Returning to campus this week, second-year student Eoin Steffens has struggled to re-adjust to living with people he actually likes after spending his winter break at home, clashing with his family.
“Look, I love my family,” Steffens said. “I just don’t like them very much, ok?”
Steffens said relationships with his parents have been strained ever since he decided to double major in Art Education and Gender & Women's studies, and that he doesn’t get along with his younger siblings when they’re all living in the same house.
“By the time break was over, it was just tension all the time,” he said, “and now I just can’t shed that energy, even though I’m back in Madison.”

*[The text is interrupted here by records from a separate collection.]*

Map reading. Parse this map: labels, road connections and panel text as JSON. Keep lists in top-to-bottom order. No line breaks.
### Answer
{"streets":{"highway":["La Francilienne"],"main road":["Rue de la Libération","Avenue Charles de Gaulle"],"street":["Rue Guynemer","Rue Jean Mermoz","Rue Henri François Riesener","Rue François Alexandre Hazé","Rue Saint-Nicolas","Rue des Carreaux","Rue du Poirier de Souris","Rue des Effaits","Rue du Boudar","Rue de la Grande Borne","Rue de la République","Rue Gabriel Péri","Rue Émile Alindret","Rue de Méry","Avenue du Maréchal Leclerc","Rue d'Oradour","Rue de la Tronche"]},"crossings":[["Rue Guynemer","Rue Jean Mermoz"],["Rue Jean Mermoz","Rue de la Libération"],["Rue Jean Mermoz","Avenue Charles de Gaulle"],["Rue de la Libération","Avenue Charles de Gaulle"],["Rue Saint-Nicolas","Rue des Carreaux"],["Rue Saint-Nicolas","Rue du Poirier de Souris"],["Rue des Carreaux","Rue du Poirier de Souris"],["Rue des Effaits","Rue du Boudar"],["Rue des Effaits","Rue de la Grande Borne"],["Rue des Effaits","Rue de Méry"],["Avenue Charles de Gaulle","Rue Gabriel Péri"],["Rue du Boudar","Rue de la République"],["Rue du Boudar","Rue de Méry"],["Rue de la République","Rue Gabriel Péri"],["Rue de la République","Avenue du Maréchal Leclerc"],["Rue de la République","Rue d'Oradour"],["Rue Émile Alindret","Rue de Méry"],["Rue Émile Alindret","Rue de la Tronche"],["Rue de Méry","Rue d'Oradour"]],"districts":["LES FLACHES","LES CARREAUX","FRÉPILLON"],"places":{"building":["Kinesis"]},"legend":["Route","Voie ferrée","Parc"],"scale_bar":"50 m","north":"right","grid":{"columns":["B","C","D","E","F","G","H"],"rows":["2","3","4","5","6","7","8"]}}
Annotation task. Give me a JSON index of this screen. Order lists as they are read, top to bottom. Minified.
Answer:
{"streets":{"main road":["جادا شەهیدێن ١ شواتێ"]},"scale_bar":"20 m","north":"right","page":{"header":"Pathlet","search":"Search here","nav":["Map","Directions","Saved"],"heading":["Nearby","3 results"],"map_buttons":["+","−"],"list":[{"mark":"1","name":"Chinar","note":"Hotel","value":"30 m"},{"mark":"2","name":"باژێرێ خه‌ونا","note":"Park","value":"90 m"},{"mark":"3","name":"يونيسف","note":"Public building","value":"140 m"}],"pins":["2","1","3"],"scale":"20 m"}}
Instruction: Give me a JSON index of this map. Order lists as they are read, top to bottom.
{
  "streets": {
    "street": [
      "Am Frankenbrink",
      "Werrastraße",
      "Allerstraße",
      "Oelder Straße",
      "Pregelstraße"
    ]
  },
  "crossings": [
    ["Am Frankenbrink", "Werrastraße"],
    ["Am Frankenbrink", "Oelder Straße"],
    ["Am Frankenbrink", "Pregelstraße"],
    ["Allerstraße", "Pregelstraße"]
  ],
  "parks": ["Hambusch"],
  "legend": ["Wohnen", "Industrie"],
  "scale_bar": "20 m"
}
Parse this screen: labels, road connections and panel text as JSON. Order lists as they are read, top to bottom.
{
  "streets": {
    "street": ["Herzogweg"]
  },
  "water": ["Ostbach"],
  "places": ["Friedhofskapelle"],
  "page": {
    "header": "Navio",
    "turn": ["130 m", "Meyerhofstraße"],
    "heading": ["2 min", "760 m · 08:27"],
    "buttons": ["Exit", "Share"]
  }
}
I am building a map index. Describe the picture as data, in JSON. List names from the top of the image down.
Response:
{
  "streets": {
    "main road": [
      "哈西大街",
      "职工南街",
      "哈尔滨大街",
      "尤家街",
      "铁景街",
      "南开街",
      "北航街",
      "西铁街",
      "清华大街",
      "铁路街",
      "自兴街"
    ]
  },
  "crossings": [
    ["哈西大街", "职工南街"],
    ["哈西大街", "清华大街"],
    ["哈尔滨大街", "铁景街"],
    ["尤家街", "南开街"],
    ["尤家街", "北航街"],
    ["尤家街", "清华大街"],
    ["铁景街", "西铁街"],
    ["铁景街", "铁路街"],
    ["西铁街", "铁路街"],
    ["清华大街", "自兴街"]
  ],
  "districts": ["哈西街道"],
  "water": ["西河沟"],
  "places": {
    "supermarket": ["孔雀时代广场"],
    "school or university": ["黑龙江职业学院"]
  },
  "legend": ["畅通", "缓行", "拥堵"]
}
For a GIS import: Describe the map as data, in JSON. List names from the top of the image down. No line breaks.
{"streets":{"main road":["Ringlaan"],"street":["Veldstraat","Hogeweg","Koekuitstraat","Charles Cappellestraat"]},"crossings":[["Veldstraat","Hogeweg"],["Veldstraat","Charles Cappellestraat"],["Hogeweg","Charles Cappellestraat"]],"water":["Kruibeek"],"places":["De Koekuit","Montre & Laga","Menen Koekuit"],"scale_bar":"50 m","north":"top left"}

“It’s like, you ask him to do anything and he’s immediately snarky about it,” said Geoff Mathews, one of Steffens’ roommates. “He’ll imitate your voice, like, three octaves up, or mutter something about how glad we should be that he understands the importance of men doing chores as a key step to achieving true equality and dismantling the patriarchy. Then he’ll, like, look up, kind of apologize, and do it again five minutes later. It’s a weird vibe.”
Henry Neidig, their other roommate, concurred.
“Look, Eoin’s usually a pretty cool dude,” he said, “and he’s chill about chores and shit. But it always takes him a while to remember he likes us and we like him and that’s not, like, obligated. Until he remembers that, there’s just this adjustment period of aggressive passive-aggressiveness.”
“I’ll get over it,” Steffens said. “I might have to get blackout drunk a couple times to forget how annoying the fam is, but I’ll come around.”